● Work to be completed
From the listing below, pull out all lines with "Broodjeszaak" in them.

──────────

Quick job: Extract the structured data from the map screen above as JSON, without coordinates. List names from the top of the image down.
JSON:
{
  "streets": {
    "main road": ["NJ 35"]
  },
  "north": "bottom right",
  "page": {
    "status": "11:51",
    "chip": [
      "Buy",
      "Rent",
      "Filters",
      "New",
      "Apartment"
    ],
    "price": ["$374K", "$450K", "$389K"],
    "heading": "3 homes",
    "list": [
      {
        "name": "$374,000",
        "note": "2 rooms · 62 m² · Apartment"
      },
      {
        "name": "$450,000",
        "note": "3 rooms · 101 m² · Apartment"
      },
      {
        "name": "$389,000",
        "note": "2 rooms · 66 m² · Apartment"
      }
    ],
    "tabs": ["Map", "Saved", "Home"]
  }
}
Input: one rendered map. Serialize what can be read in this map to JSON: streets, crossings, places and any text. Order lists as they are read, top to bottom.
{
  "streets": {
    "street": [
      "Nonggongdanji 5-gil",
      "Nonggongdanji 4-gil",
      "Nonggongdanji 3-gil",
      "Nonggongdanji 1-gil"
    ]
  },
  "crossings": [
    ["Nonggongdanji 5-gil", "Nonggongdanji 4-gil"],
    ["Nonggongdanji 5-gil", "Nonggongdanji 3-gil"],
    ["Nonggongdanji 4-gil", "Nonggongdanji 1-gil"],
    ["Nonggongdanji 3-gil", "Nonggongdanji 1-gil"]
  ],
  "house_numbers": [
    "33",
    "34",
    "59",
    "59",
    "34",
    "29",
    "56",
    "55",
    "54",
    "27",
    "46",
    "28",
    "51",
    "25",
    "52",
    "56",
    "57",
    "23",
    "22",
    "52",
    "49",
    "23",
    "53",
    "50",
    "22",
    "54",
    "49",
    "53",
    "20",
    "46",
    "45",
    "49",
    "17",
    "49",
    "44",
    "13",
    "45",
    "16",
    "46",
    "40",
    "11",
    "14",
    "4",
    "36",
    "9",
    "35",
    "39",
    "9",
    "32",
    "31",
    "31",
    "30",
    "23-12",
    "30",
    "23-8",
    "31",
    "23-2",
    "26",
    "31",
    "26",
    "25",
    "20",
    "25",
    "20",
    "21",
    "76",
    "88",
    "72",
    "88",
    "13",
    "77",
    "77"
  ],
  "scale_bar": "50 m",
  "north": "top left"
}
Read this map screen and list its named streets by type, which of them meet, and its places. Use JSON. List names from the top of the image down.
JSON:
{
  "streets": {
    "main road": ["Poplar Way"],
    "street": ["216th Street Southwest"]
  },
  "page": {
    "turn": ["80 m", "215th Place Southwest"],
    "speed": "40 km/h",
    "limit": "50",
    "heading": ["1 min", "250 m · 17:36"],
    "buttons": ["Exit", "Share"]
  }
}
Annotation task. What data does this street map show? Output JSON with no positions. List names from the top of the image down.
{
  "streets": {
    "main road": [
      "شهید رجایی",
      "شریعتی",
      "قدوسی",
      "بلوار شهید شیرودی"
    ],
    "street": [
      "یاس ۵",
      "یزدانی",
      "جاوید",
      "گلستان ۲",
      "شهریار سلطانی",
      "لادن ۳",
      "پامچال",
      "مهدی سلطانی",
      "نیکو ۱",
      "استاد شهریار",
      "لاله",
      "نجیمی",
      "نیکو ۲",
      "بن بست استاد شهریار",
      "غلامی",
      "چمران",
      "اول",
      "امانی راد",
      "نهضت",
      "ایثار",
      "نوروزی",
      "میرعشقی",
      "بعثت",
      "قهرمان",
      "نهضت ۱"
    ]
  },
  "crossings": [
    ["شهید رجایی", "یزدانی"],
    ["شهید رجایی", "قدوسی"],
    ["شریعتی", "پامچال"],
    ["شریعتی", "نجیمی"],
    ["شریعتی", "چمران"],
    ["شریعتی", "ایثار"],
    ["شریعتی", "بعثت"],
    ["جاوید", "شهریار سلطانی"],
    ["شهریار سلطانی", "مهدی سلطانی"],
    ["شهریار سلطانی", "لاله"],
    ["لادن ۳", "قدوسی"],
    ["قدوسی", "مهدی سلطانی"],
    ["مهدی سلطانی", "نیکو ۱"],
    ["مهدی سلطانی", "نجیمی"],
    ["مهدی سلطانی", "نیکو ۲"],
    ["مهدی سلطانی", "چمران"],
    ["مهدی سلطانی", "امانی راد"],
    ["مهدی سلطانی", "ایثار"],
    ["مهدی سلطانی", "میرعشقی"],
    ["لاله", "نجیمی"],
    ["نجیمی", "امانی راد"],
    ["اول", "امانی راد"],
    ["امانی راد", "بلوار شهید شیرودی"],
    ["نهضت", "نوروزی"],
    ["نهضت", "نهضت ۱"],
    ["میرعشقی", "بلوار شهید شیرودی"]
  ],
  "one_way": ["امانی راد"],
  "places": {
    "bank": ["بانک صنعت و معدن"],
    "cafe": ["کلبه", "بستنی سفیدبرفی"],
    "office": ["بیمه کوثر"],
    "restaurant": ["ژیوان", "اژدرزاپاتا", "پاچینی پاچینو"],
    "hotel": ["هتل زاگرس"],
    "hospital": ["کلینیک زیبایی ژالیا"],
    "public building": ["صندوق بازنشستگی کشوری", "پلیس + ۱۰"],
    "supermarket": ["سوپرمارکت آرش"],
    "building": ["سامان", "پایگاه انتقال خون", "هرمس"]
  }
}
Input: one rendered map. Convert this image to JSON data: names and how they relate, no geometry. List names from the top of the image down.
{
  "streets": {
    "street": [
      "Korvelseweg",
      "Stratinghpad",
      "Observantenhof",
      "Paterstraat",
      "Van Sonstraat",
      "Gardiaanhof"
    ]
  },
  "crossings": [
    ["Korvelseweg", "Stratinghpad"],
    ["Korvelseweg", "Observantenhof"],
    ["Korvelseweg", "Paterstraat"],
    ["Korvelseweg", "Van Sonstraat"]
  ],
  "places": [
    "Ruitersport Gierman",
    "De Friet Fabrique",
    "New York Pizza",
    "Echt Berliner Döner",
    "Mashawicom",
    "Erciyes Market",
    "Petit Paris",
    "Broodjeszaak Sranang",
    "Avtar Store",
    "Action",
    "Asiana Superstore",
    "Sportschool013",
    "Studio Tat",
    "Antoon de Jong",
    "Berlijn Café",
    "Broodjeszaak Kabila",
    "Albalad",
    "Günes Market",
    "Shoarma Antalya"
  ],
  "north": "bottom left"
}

──────────

● Expected output
    "Broodjeszaak Sranang",
    "Broodjeszaak Kabila",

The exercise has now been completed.